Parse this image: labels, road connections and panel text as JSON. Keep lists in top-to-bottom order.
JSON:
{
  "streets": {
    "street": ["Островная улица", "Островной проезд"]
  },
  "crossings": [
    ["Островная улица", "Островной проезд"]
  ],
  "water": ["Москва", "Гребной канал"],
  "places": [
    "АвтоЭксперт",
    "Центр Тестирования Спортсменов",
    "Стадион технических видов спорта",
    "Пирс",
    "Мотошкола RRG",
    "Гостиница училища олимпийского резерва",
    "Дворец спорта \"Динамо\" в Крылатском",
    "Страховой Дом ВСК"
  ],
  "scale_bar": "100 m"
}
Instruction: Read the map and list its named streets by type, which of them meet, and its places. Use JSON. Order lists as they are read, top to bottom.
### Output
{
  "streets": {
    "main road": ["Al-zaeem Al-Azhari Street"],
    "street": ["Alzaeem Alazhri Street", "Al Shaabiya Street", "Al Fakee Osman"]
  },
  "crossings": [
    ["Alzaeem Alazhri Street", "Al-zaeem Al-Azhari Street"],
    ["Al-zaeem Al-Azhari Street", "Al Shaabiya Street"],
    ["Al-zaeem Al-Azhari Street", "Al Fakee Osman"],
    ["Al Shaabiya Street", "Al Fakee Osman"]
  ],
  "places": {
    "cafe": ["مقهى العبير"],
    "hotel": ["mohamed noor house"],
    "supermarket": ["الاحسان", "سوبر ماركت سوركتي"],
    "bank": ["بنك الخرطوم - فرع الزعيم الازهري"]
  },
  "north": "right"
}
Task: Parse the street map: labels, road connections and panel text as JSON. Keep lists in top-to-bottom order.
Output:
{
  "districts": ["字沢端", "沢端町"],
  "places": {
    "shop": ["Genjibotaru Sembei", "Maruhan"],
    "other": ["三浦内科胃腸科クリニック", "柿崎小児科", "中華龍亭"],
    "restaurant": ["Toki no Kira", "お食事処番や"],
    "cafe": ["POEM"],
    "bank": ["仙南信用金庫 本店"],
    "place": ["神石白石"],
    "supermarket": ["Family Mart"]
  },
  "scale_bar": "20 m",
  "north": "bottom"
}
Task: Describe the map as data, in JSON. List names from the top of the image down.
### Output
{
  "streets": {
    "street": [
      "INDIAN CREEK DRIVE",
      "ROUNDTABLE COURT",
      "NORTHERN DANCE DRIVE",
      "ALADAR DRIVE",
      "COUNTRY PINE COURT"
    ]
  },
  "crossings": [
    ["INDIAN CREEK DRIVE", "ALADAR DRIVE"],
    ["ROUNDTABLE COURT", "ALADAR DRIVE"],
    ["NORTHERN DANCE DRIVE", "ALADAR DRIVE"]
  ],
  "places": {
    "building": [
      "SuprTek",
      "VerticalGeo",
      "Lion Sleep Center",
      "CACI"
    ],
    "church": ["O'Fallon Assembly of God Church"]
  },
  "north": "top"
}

» DIRECTIONS
Reproduce every record exactly, line by line.

» SOLUTION
Parse this image: labels, road connections and panel text as JSON. Keep lists in top-to-bottom order.
JSON:
{
  "streets": {
    "street": ["Островная улица", "Островной проезд"]
  },
  "crossings": [
    ["Островная улица", "Островной проезд"]
  ],
  "water": ["Москва", "Гребной канал"],
  "places": [
    "АвтоЭксперт",
    "Центр Тестирования Спортсменов",
    "Стадион технических видов спорта",
    "Пирс",
    "Мотошкола RRG",
    "Гостиница училища олимпийского резерва",
    "Дворец спорта \"Динамо\" в Крылатском",
    "Страховой Дом ВСК"
  ],
  "scale_bar": "100 m"
}
Instruction: Read the map and list its named streets by type, which of them meet, and its places. Use JSON. Order lists as they are read, top to bottom.
### Output
{
  "streets": {
    "main road": ["Al-zaeem Al-Azhari Street"],
    "street": ["Alzaeem Alazhri Street", "Al Shaabiya Street", "Al Fakee Osman"]
  },
  "crossings": [
    ["Alzaeem Alazhri Street", "Al-zaeem Al-Azhari Street"],
    ["Al-zaeem Al-Azhari Street", "Al Shaabiya Street"],
    ["Al-zaeem Al-Azhari Street", "Al Fakee Osman"],
    ["Al Shaabiya Street", "Al Fakee Osman"]
  ],
  "places": {
    "cafe": ["مقهى العبير"],
    "hotel": ["mohamed noor house"],
    "supermarket": ["الاحسان", "سوبر ماركت سوركتي"],
    "bank": ["بنك الخرطوم - فرع الزعيم الازهري"]
  },
  "north": "right"
}
Task: Parse the street map: labels, road connections and panel text as JSON. Keep lists in top-to-bottom order.
Output:
{
  "districts": ["字沢端", "沢端町"],
  "places": {
    "shop": ["Genjibotaru Sembei", "Maruhan"],
    "other": ["三浦内科胃腸科クリニック", "柿崎小児科", "中華龍亭"],
    "restaurant": ["Toki no Kira", "お食事処番や"],
    "cafe": ["POEM"],
    "bank": ["仙南信用金庫 本店"],
    "place": ["神石白石"],
    "supermarket": ["Family Mart"]
  },
  "scale_bar": "20 m",
  "north": "bottom"
}
Task: Describe the map as data, in JSON. List names from the top of the image down.
### Output
{
  "streets": {
    "street": [
      "INDIAN CREEK DRIVE",
      "ROUNDTABLE COURT",
      "NORTHERN DANCE DRIVE",
      "ALADAR DRIVE",
      "COUNTRY PINE COURT"
    ]
  },
  "crossings": [
    ["INDIAN CREEK DRIVE", "ALADAR DRIVE"],
    ["ROUNDTABLE COURT", "ALADAR DRIVE"],
    ["NORTHERN DANCE DRIVE", "ALADAR DRIVE"]
  ],
  "places": {
    "building": [
      "SuprTek",
      "VerticalGeo",
      "Lion Sleep Center",
      "CACI"
    ],
    "church": ["O'Fallon Assembly of God Church"]
  },
  "north": "top"
}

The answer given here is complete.